_Task description_:
Some lines hold the string "Vieira". Copy all of them from the material that follows.
*** Excerpted records ***
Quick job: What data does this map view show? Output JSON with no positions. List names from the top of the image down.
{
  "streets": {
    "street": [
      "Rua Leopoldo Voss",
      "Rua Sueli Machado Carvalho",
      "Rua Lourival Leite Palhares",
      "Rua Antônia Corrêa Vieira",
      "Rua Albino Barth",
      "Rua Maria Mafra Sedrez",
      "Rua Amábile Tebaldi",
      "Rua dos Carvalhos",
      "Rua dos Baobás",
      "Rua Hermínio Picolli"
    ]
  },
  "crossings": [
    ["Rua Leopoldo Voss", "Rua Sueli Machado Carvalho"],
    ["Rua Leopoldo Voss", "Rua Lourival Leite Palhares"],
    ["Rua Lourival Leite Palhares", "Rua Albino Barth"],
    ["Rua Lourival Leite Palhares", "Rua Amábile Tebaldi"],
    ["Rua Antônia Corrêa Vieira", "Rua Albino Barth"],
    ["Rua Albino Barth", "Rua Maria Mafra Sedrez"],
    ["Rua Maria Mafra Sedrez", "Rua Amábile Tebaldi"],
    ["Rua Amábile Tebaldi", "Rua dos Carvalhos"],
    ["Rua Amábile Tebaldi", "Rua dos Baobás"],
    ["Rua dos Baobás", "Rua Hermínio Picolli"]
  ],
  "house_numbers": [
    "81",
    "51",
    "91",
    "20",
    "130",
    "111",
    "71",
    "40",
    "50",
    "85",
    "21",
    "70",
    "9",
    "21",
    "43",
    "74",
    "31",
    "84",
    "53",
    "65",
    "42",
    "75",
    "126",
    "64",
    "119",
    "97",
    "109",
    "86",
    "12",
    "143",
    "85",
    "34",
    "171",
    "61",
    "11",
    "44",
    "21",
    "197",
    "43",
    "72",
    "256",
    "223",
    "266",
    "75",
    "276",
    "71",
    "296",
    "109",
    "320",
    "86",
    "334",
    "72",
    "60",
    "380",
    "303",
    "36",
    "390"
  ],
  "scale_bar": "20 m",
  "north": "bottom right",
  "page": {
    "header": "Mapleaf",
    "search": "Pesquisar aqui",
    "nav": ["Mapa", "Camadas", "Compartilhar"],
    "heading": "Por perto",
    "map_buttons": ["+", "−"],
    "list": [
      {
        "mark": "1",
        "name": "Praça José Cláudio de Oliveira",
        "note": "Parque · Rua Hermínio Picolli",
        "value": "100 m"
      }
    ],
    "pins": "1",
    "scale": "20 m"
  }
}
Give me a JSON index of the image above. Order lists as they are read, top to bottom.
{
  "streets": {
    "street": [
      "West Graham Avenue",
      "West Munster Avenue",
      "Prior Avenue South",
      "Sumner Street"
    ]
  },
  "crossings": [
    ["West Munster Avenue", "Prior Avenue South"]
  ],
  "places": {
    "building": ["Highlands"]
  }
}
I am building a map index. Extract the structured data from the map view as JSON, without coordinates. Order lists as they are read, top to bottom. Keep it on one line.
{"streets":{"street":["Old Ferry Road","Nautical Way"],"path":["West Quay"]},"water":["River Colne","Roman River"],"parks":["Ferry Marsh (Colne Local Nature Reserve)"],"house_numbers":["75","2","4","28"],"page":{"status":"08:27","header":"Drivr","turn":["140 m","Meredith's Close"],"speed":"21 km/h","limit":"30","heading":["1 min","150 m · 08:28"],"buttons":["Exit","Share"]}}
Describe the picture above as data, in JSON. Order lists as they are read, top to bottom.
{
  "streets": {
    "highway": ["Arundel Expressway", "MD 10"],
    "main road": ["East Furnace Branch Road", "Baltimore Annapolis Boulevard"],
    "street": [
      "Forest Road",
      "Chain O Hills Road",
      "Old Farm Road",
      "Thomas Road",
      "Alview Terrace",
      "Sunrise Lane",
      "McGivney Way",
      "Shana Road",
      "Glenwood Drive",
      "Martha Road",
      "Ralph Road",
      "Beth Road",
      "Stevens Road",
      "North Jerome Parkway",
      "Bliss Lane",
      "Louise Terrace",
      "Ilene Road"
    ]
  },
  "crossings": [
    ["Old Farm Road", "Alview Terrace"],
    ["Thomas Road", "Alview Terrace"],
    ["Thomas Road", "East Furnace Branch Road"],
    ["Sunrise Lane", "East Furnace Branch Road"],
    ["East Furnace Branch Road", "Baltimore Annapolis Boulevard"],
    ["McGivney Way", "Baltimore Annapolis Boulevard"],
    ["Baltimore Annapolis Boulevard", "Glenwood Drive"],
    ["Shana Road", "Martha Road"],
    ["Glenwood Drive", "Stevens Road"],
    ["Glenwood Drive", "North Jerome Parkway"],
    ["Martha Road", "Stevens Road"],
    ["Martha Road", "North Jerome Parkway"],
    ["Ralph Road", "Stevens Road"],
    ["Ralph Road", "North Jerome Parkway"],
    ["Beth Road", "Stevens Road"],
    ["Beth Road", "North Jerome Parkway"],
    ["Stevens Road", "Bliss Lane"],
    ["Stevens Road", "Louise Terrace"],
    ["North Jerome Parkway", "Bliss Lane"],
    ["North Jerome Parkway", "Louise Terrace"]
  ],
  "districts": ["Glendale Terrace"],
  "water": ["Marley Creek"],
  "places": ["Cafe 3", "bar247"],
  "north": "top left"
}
***
_Answer space_:
      "Rua Antônia Corrêa Vieira",
    ["Rua Antônia Corrêa Vieira", "Rua Albino Barth"],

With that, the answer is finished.